オレがいつものように笑っていると何か微妙な顔をしてそっぽを向いてしまった。…あーらら、コイツも中々複雑だな。
「というか何でお前が俺を探しているんだ」
「偶然アッくんとこのお嬢さんに会ってはぐれたって聞いたからな!ってそんなことより、お嬢さんが心配してたぜ?ったくはぐれんなよなー」
「言っておくが俺からはぐれたんじゃない、アイツが勝手にいなくなったんだ」
素直じゃねーなアッくんも!何かこーちゃんみてーだ。
聞くところによるとアッくんもやっぱり何やかんやなっちゃんが心配で探していたらしい。え、心配なんかしてねーって?隠さなくていいってオレしか聞いてねーし!

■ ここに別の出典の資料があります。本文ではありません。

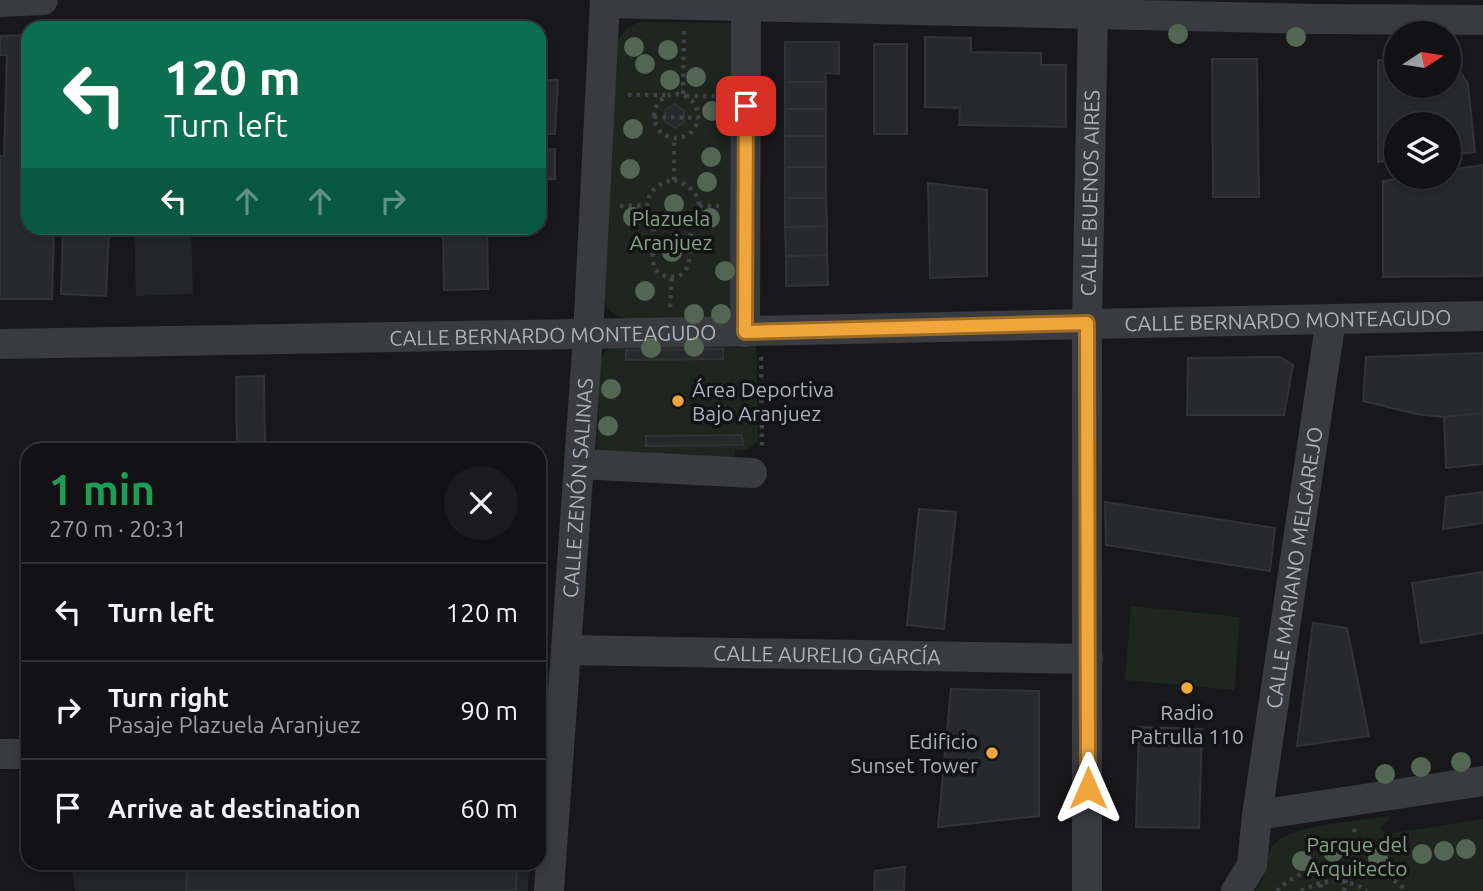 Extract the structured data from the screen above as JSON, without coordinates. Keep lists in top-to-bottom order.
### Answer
{
  "streets": {
    "street": [
      "CALLE BUENOS AIRES",
      "CALLE BERNARDO MONTEAGUDO",
      "CALLE ZENÓN SALINAS",
      "CALLE MARIANO MELGAREJO",
      "CALLE AURELIO GARCÍA"
    ]
  },
  "crossings": [
    ["CALLE BUENOS AIRES", "CALLE BERNARDO MONTEAGUDO"],
    ["CALLE BUENOS AIRES", "CALLE AURELIO GARCÍA"],
    ["CALLE BERNARDO MONTEAGUDO", "CALLE ZENÓN SALINAS"],
    ["CALLE BERNARDO MONTEAGUDO", "CALLE MARIANO MELGAREJO"],
    ["CALLE ZENÓN SALINAS", "CALLE AURELIO GARCÍA"]
  ],
  "parks": ["Plazuela Aranjuez", "Parque del Arquitecto"],
  "places": ["Área Deportiva Bajo Aranjuez", "Radio Patrulla 110", "Edificio Sunset Tower"],
  "north": "right",
  "page": {
    "turn": ["120 m", "Turn left"],
    "heading": ["1 min", "270 m · 20:31"],
    "list": [
      {
        "name": "Turn left",
        "value": "120 m"
      },
      {
        "name": "Turn right",
        "note": "Pasaje Plazuela Aranjuez",
        "value": "90 m"
      },
      {
        "name": "Arrive at destination",
        "value": "60 m"
      }
    ]
  }
}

「そういえばお前は1人なのか?お前のところの連れは…」
「姫さんも今一緒に探してくれてんだ。心配してるし戻るぜアッくん!」
「お、おい…!」
アッくんの腕を掴み歩き出そうとした時、人間達のある会話がオレ達の足を止めた。
「なぁ…あの女の子達大丈夫かな?」
「あ、あぁ…あれってプラズマ団だろ?ポケモン持ってるようには見えなかったけど何で絡まれてたんだろうな…」
「…!なぁアンタら!その女の子の特徴とか分かるか!?」
「嵐志?」
今メチャクチャ嫌な予感がオレの中を駆け巡った。プラズマ団に絡まれる可能性のある女の子なんて…正直オレの中では限られてる。
「え?え、えぇと…確か1人はオレンジ色の髪だったような…あと2人共同じくらいの歳だったと思うよ」
「―――っ行くぞアッくん!」
「…!あぁ!」
間違いない、プラズマ団に絡まれてるって女の子は…姫さんとなっちゃんだ。おまけになっちゃんはどうかよく分かんねーけど、姫さんには今手持ちはいない。クソ、こんなことなららいとんを置いてくんじゃなかった!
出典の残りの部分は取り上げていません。